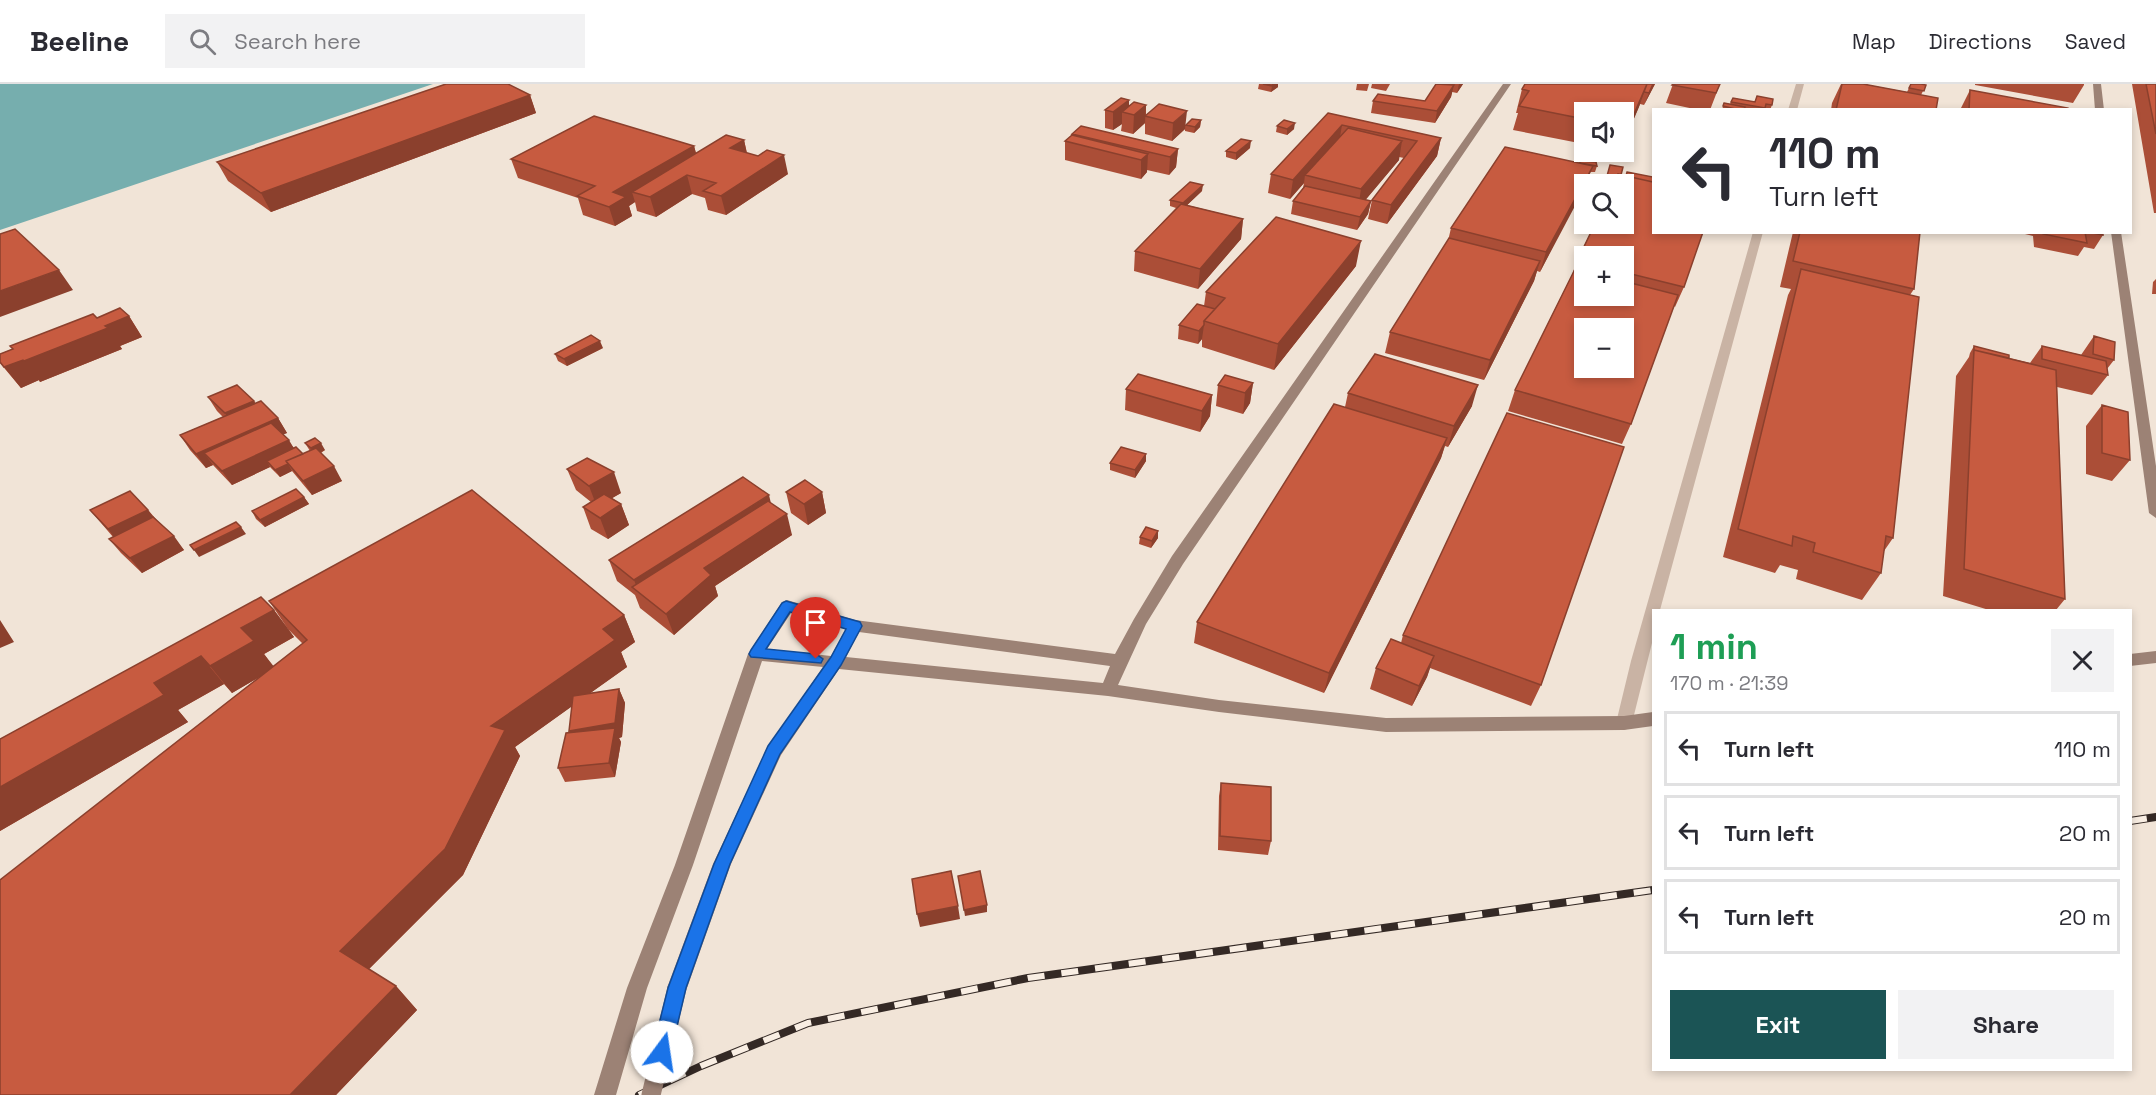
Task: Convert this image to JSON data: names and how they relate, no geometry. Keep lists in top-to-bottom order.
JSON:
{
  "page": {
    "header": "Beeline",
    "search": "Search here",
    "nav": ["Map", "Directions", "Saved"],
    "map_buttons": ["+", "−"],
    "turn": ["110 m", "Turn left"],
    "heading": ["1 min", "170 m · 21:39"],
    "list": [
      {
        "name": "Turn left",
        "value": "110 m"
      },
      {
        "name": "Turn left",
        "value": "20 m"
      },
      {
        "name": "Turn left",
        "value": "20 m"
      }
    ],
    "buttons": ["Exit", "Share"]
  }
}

——

[Work task]
Reproduce the material in its entirety and word for word, without the pictures.

[Answer to this exercise]
Task: Convert this image to JSON data: names and how they relate, no geometry. Keep lists in top-to-bottom order.
JSON:
{
  "page": {
    "header": "Beeline",
    "search": "Search here",
    "nav": ["Map", "Directions", "Saved"],
    "map_buttons": ["+", "−"],
    "turn": ["110 m", "Turn left"],
    "heading": ["1 min", "170 m · 21:39"],
    "list": [
      {
        "name": "Turn left",
        "value": "110 m"
      },
      {
        "name": "Turn left",
        "value": "20 m"
      },
      {
        "name": "Turn left",
        "value": "20 m"
      }
    ],
    "buttons": ["Exit", "Share"]
  }
}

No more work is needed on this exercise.